Ce n’est qu’alors qu’Andrey détourna enfin les yeux de l’écran. Il jeta la télécommande sur la table, se redressa lentement, posa les pieds au sol et la fixa d’un regard lourd et intransigeant. Son visage prit cette expression obstinée et furieuse que Tatiana connaissait trop bien—celle qu’il affichait chaque fois que les choses ne se passaient pas comme il l’avait prévu. Il détestait que Tatiana prenne des décisions seule.

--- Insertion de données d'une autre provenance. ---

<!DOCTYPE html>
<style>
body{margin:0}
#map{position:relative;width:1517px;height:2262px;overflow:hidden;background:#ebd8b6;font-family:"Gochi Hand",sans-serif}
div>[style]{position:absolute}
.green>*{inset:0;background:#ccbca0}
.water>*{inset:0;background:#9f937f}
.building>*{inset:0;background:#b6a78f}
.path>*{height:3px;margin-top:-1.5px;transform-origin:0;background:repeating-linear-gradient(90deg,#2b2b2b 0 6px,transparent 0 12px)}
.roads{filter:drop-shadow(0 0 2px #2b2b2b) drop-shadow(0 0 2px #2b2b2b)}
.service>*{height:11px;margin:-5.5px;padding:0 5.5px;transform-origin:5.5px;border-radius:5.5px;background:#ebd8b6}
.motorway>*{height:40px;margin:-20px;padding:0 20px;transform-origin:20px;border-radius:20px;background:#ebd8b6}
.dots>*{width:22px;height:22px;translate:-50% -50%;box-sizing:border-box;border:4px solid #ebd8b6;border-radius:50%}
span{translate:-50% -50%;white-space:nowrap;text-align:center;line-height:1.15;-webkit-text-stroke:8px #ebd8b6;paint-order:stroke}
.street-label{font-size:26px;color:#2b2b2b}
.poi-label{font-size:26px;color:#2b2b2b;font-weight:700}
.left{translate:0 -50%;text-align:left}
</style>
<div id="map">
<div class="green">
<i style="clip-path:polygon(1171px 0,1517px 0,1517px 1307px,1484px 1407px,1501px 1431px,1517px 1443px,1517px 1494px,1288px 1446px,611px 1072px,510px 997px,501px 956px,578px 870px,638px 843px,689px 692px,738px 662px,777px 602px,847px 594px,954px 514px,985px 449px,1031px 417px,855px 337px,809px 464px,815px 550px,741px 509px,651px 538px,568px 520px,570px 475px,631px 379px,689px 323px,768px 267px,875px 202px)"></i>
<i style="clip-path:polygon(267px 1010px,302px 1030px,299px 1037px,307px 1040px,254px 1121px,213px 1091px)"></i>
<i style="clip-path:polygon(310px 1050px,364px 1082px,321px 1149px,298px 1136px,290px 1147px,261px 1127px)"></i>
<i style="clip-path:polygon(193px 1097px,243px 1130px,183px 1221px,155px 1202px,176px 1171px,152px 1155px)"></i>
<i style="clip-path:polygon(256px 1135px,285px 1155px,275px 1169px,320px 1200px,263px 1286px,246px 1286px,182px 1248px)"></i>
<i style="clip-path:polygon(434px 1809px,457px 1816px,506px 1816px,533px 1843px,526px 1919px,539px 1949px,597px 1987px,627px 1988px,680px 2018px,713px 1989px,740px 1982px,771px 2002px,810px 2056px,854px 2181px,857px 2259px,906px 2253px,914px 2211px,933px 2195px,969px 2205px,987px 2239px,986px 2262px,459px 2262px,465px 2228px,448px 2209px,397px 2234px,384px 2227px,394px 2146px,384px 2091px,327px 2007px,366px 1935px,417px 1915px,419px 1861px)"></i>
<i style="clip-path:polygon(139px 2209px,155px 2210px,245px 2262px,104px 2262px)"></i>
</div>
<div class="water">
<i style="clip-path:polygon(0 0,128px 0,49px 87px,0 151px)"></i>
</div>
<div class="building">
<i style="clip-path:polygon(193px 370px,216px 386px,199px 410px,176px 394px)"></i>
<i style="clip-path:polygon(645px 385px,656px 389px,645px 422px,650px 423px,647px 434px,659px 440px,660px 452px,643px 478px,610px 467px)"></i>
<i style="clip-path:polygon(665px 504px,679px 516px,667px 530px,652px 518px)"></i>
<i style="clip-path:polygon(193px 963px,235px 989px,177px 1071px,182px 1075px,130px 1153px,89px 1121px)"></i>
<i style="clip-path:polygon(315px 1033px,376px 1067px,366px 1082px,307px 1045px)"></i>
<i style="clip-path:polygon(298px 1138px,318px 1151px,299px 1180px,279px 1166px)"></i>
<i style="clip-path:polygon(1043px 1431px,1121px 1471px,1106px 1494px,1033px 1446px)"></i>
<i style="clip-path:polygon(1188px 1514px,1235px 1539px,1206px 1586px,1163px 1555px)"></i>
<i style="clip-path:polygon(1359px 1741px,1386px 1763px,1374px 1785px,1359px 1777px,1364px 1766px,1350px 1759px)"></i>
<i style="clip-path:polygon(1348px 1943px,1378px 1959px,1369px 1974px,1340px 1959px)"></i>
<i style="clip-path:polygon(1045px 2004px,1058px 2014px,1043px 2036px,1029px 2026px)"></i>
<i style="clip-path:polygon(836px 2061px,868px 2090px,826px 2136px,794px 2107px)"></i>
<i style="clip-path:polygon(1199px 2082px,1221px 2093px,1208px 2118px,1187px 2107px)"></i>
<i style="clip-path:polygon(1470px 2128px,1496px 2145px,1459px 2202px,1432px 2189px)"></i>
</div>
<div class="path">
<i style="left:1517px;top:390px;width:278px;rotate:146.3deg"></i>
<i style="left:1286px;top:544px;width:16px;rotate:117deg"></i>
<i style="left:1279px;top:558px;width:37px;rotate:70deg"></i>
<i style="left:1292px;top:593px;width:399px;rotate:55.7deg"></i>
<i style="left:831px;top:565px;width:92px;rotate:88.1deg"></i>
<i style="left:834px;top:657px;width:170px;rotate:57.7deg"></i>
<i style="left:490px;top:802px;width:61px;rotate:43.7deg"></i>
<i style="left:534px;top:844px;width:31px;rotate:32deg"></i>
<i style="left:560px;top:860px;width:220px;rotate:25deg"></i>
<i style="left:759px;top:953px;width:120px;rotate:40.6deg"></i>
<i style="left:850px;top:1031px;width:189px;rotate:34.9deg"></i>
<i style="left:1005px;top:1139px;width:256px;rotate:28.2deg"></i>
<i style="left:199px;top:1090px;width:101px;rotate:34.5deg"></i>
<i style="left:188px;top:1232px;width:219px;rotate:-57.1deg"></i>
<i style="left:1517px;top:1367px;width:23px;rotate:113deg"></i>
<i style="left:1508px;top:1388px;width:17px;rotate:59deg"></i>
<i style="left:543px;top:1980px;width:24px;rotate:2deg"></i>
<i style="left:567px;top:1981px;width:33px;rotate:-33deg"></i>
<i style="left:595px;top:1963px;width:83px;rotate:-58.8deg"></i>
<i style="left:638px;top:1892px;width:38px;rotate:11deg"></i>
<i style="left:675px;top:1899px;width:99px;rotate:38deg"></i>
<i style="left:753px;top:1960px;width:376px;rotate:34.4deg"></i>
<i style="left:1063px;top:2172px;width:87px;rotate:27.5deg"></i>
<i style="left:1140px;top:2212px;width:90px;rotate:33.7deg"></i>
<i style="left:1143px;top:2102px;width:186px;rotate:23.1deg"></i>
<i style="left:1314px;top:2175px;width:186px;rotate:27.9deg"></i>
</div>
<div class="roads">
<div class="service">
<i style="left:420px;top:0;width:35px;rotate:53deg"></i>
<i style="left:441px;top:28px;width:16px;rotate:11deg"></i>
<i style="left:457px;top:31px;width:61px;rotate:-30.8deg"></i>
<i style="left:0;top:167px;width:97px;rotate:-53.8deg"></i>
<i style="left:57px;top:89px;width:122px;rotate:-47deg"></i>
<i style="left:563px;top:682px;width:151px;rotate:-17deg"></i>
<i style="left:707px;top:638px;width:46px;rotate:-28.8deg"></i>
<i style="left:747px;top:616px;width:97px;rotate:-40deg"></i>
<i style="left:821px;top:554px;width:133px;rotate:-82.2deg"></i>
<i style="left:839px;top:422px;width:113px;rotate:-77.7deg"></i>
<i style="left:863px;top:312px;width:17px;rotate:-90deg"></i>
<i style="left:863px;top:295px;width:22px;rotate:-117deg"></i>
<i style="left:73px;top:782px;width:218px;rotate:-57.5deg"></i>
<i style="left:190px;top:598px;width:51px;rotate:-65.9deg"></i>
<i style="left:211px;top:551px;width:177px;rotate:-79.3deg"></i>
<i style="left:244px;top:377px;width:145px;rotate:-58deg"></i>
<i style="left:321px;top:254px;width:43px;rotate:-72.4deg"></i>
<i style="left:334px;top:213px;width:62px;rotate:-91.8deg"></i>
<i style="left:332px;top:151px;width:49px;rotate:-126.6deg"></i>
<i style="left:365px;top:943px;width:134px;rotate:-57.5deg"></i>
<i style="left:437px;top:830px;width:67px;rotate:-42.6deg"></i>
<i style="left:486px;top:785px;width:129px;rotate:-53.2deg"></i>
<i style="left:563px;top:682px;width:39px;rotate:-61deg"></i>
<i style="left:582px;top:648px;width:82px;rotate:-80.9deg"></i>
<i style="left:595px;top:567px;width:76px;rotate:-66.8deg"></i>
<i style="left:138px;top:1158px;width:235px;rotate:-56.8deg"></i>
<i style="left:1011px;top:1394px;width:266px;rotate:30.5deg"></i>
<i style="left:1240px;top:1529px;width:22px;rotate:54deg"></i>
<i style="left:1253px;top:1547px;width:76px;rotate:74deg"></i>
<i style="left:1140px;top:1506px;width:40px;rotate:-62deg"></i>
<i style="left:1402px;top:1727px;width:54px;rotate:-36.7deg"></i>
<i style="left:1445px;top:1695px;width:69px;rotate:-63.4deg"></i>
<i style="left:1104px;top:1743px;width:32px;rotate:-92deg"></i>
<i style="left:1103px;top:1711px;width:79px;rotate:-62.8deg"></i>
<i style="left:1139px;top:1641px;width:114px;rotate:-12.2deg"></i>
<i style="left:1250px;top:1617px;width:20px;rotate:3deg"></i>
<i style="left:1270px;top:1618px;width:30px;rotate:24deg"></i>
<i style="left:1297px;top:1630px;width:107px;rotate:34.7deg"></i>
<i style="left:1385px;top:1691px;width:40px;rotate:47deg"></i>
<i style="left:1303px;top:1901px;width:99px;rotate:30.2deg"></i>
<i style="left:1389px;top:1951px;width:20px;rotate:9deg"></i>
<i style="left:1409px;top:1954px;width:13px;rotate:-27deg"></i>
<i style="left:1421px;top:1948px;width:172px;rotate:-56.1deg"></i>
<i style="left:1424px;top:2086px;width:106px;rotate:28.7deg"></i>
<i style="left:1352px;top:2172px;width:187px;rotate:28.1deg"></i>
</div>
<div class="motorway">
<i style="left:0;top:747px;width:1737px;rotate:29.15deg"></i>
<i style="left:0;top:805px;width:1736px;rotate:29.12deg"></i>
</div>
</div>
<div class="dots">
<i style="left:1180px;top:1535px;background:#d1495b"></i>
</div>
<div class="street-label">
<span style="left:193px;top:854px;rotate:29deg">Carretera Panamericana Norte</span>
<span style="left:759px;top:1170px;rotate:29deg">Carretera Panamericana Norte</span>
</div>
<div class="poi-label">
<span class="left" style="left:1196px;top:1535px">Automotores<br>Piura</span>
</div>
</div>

« Je croyais avoir été clair », dit-il en accentuant chaque mot. « Personne ne va nulle part. Tu es ma femme, et ta place en ce moment est ici, à la maison, à côté de moi. Quel anniversaire ? Qu’y a-t-il à célébrer ? Juste une excuse de plus pour que toute ta famille se réunisse et parle de moi dans mon dos ? Non. On reste à la maison. Fin de la discussion. »
« Je ne te demande pas la permission de rendre visite à ma mère pour son anniversaire », dit Tatiana, faisant un pas vers la sortie pour bien montrer qu’elle n’avait aucune intention d’obéir à ses ordres. « Je t’informe. La voiture peut rester dehors. Les clés sont sur la table dans le couloir. Je vais appeler un taxi. Je n’ai besoin d’aucune faveur de ta part. »
« Quel taxi ? Tu veux gaspiller de l’argent de mon budget pour un taxi ? » Andreï bondit du canapé si brusquement qu’il fit tomber la tasse vide de la table. Elle roula sur le sol et atterrit sur le tapis avec un bruit sourd, répandant des feuilles de thé séchées. « J’ai dit que tu restais à la maison. Tu ne comprends pas les mots simples ? J’avais prévu un week-end normal. Je veux que ma femme me serve le thé et reste près de moi, pas qu’elle coure à quelque fête familiale inutile. »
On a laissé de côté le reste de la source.